| Problem requirements |
The response should consist of every line below, restated exactly, with no pictures.

| Records for this task |
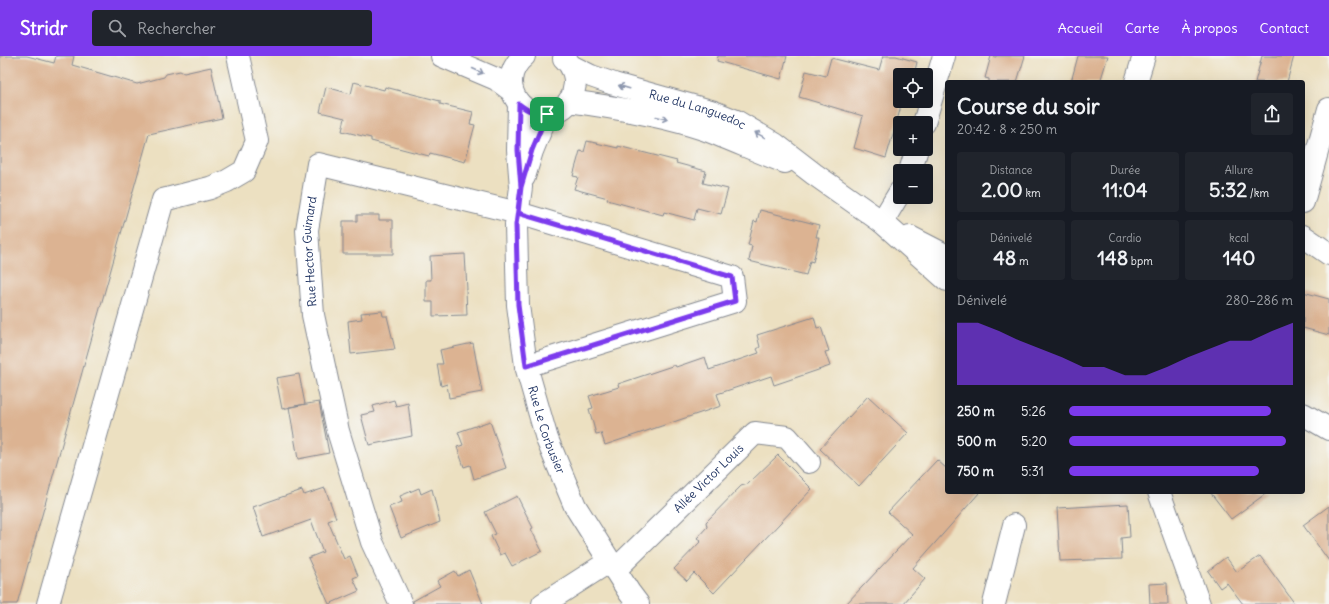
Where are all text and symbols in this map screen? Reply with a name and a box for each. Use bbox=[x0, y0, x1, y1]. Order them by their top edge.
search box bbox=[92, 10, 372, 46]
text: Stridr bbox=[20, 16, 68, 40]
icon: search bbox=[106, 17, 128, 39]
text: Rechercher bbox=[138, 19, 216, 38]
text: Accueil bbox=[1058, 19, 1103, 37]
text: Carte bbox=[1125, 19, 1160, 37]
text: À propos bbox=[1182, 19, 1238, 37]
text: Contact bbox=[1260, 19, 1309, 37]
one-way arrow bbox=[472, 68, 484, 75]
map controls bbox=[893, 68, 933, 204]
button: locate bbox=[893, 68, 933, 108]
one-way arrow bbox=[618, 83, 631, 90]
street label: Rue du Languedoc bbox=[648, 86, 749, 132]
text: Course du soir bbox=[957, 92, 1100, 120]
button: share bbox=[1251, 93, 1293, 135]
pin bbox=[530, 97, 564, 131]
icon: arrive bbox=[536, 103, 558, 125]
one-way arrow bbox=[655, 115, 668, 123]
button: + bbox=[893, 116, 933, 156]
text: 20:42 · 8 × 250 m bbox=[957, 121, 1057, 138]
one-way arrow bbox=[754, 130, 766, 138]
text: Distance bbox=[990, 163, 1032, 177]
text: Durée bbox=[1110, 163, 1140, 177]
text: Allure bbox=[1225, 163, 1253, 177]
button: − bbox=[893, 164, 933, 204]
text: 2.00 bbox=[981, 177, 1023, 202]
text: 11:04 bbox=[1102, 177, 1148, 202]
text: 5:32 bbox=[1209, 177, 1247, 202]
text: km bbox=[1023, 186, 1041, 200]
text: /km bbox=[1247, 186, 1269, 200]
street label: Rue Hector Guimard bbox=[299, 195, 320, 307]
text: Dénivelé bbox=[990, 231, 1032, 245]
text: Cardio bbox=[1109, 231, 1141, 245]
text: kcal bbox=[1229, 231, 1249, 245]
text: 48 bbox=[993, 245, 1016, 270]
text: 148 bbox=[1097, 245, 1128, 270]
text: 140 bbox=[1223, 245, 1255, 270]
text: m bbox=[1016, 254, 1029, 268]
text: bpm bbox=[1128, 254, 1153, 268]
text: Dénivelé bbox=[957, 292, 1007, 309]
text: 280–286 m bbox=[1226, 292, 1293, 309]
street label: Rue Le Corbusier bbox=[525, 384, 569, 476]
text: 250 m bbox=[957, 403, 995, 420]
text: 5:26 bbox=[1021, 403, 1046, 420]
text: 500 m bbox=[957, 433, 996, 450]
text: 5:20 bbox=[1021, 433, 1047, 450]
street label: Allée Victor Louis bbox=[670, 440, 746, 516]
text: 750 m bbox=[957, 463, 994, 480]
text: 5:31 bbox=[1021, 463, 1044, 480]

| Reply to the exercise |
Where are all text and symbols in this map screen? Reply with a name and a box for each. Use bbox=[x0, y0, x1, y1]. Order them by their top edge.
search box bbox=[92, 10, 372, 46]
text: Stridr bbox=[20, 16, 68, 40]
icon: search bbox=[106, 17, 128, 39]
text: Rechercher bbox=[138, 19, 216, 38]
text: Accueil bbox=[1058, 19, 1103, 37]
text: Carte bbox=[1125, 19, 1160, 37]
text: À propos bbox=[1182, 19, 1238, 37]
text: Contact bbox=[1260, 19, 1309, 37]
one-way arrow bbox=[472, 68, 484, 75]
map controls bbox=[893, 68, 933, 204]
button: locate bbox=[893, 68, 933, 108]
one-way arrow bbox=[618, 83, 631, 90]
street label: Rue du Languedoc bbox=[648, 86, 749, 132]
text: Course du soir bbox=[957, 92, 1100, 120]
button: share bbox=[1251, 93, 1293, 135]
pin bbox=[530, 97, 564, 131]
icon: arrive bbox=[536, 103, 558, 125]
one-way arrow bbox=[655, 115, 668, 123]
button: + bbox=[893, 116, 933, 156]
text: 20:42 · 8 × 250 m bbox=[957, 121, 1057, 138]
one-way arrow bbox=[754, 130, 766, 138]
text: Distance bbox=[990, 163, 1032, 177]
text: Durée bbox=[1110, 163, 1140, 177]
text: Allure bbox=[1225, 163, 1253, 177]
button: − bbox=[893, 164, 933, 204]
text: 2.00 bbox=[981, 177, 1023, 202]
text: 11:04 bbox=[1102, 177, 1148, 202]
text: 5:32 bbox=[1209, 177, 1247, 202]
text: km bbox=[1023, 186, 1041, 200]
text: /km bbox=[1247, 186, 1269, 200]
street label: Rue Hector Guimard bbox=[299, 195, 320, 307]
text: Dénivelé bbox=[990, 231, 1032, 245]
text: Cardio bbox=[1109, 231, 1141, 245]
text: kcal bbox=[1229, 231, 1249, 245]
text: 48 bbox=[993, 245, 1016, 270]
text: 148 bbox=[1097, 245, 1128, 270]
text: 140 bbox=[1223, 245, 1255, 270]
text: m bbox=[1016, 254, 1029, 268]
text: bpm bbox=[1128, 254, 1153, 268]
text: Dénivelé bbox=[957, 292, 1007, 309]
text: 280–286 m bbox=[1226, 292, 1293, 309]
street label: Rue Le Corbusier bbox=[525, 384, 569, 476]
text: 250 m bbox=[957, 403, 995, 420]
text: 5:26 bbox=[1021, 403, 1046, 420]
text: 500 m bbox=[957, 433, 996, 450]
text: 5:20 bbox=[1021, 433, 1047, 450]
street label: Allée Victor Louis bbox=[670, 440, 746, 516]
text: 750 m bbox=[957, 463, 994, 480]
text: 5:31 bbox=[1021, 463, 1044, 480]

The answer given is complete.